Below are records; quote them exactly from the first line through the line that contains "ctx.font = font".

• _THE INPUT_
-------

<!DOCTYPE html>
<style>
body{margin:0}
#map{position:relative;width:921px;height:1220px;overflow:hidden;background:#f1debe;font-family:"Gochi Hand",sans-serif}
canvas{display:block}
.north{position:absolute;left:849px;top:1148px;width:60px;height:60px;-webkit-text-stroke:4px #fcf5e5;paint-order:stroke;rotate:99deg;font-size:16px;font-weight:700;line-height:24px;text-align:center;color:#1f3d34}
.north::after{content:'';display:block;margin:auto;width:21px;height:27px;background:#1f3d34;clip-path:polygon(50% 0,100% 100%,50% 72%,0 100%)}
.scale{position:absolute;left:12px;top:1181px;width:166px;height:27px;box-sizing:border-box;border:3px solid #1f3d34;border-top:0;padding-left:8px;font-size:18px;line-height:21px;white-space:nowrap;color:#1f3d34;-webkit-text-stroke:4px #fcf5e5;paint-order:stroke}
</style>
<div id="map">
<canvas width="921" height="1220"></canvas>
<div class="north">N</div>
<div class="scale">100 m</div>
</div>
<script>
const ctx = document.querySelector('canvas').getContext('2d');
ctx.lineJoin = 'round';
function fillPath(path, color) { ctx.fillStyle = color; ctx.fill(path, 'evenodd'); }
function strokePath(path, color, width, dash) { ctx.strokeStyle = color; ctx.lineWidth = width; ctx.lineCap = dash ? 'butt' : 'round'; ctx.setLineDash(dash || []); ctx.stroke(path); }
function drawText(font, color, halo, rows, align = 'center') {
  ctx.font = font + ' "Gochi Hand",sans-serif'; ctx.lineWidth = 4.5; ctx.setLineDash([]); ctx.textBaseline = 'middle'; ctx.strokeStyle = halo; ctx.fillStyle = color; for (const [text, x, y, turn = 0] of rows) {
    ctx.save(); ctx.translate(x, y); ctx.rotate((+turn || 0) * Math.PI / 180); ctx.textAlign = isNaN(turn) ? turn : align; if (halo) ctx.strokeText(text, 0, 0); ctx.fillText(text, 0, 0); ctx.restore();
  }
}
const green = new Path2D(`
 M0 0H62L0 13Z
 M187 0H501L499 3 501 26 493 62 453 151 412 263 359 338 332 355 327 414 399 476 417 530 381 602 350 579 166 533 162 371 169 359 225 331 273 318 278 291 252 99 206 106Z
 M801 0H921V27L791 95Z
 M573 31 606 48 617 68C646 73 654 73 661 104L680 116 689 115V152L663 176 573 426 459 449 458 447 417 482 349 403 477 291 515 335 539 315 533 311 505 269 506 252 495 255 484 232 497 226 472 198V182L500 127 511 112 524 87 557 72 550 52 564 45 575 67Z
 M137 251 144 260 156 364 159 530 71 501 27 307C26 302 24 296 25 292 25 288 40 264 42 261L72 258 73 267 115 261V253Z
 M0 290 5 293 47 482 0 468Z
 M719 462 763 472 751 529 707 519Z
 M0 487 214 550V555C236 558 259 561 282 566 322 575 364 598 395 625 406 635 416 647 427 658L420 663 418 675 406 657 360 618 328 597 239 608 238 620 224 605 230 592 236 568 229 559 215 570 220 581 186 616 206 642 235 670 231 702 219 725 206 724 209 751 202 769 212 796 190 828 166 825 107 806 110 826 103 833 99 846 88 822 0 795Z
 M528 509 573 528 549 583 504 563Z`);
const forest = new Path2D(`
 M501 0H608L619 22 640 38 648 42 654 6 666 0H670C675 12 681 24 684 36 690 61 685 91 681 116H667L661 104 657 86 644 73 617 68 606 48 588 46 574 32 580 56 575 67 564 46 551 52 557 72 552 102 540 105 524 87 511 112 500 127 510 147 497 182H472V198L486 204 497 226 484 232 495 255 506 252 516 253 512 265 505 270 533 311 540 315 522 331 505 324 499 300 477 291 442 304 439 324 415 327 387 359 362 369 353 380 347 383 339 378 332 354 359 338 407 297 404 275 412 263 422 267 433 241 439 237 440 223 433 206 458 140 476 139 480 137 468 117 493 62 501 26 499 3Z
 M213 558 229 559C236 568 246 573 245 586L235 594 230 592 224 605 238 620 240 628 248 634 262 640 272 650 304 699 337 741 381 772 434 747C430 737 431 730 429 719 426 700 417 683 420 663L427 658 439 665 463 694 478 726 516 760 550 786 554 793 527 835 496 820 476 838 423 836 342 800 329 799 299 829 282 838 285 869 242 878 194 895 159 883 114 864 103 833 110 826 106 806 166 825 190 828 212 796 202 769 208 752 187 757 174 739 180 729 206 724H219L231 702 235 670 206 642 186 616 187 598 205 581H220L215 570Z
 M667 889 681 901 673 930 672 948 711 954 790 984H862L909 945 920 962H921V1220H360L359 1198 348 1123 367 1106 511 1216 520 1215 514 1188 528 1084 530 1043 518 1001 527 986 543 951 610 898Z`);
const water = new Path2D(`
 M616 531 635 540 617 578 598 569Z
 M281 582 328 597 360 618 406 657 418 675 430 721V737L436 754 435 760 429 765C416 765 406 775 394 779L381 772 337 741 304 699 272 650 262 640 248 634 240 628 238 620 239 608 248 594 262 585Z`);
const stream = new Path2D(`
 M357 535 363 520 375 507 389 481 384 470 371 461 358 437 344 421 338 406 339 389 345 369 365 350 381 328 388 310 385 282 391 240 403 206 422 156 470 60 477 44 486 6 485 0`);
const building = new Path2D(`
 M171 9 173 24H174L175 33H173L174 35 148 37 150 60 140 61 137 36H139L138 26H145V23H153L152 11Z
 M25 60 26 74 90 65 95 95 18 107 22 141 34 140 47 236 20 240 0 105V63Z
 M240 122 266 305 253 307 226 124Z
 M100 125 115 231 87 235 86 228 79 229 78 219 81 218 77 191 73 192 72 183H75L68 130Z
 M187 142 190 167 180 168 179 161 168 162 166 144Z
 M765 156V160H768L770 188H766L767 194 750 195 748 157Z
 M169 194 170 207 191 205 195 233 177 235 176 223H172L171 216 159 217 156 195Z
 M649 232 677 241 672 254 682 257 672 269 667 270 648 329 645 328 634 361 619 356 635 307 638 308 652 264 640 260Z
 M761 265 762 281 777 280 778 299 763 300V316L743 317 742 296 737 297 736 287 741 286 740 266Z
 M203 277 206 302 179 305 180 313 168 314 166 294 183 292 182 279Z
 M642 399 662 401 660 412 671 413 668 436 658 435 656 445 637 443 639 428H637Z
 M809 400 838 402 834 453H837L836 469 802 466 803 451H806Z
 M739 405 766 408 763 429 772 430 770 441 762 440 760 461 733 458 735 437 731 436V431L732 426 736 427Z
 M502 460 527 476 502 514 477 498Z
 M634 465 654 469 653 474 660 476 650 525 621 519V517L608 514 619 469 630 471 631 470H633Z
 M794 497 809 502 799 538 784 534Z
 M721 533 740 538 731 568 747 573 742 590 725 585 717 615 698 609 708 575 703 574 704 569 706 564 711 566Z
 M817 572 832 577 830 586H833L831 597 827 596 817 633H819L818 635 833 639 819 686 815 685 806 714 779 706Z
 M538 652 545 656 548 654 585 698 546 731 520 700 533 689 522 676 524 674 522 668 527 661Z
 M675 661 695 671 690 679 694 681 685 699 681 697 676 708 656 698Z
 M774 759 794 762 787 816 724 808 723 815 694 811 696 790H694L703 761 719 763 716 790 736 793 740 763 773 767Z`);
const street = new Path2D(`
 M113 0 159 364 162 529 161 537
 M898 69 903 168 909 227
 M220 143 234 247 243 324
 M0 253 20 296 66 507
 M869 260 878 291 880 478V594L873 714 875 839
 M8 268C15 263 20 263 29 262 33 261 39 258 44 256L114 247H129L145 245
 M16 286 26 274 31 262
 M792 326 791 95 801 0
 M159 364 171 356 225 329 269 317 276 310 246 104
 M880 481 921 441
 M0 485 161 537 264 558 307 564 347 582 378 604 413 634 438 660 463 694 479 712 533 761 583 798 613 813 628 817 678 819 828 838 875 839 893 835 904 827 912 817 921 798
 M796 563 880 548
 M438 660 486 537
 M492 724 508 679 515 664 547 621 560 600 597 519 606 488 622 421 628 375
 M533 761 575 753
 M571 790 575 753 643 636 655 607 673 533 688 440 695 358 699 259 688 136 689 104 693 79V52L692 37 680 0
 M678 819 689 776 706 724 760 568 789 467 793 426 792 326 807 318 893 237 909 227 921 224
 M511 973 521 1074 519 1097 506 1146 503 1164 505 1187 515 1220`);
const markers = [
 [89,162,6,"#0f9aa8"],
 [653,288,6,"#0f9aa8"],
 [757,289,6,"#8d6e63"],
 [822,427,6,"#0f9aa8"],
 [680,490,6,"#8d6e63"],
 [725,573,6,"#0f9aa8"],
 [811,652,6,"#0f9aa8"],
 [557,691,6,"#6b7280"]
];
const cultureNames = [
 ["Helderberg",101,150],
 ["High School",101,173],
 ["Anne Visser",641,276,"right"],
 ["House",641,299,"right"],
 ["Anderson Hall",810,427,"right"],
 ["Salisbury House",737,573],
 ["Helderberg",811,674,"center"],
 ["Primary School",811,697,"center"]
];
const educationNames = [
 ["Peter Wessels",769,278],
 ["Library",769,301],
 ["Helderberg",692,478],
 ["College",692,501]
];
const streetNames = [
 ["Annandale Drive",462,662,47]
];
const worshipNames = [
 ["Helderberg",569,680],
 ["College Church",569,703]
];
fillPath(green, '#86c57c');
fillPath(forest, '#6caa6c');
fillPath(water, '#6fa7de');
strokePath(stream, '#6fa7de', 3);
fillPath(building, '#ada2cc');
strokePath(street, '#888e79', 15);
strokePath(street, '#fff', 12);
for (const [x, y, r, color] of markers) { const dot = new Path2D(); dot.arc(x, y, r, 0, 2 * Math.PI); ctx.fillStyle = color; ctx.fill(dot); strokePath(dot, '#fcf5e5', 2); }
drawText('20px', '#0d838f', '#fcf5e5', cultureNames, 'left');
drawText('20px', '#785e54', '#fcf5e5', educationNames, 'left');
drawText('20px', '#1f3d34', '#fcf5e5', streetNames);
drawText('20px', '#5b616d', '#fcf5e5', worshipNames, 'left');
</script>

-------

• _TASK ANSWER_
<!DOCTYPE html>
<style>
body{margin:0}
#map{position:relative;width:921px;height:1220px;overflow:hidden;background:#f1debe;font-family:"Gochi Hand",sans-serif}
canvas{display:block}
.north{position:absolute;left:849px;top:1148px;width:60px;height:60px;-webkit-text-stroke:4px #fcf5e5;paint-order:stroke;rotate:99deg;font-size:16px;font-weight:700;line-height:24px;text-align:center;color:#1f3d34}
.north::after{content:'';display:block;margin:auto;width:21px;height:27px;background:#1f3d34;clip-path:polygon(50% 0,100% 100%,50% 72%,0 100%)}
.scale{position:absolute;left:12px;top:1181px;width:166px;height:27px;box-sizing:border-box;border:3px solid #1f3d34;border-top:0;padding-left:8px;font-size:18px;line-height:21px;white-space:nowrap;color:#1f3d34;-webkit-text-stroke:4px #fcf5e5;paint-order:stroke}
</style>
<div id="map">
<canvas width="921" height="1220"></canvas>
<div class="north">N</div>
<div class="scale">100 m</div>
</div>
<script>
const ctx = document.querySelector('canvas').getContext('2d');
ctx.lineJoin = 'round';
function fillPath(path, color) { ctx.fillStyle = color; ctx.fill(path, 'evenodd'); }
function strokePath(path, color, width, dash) { ctx.strokeStyle = color; ctx.lineWidth = width; ctx.lineCap = dash ? 'butt' : 'round'; ctx.setLineDash(dash || []); ctx.stroke(path); }
function drawText(font, color, halo, rows, align = 'center') {
  ctx.font = font + ' "Gochi Hand",sans-serif'; ctx.lineWidth = 4.5; ctx.setLineDash([]); ctx.textBaseline = 'middle'; ctx.strokeStyle = halo; ctx.fillStyle = color; for (const [text, x, y, turn = 0] of rows) {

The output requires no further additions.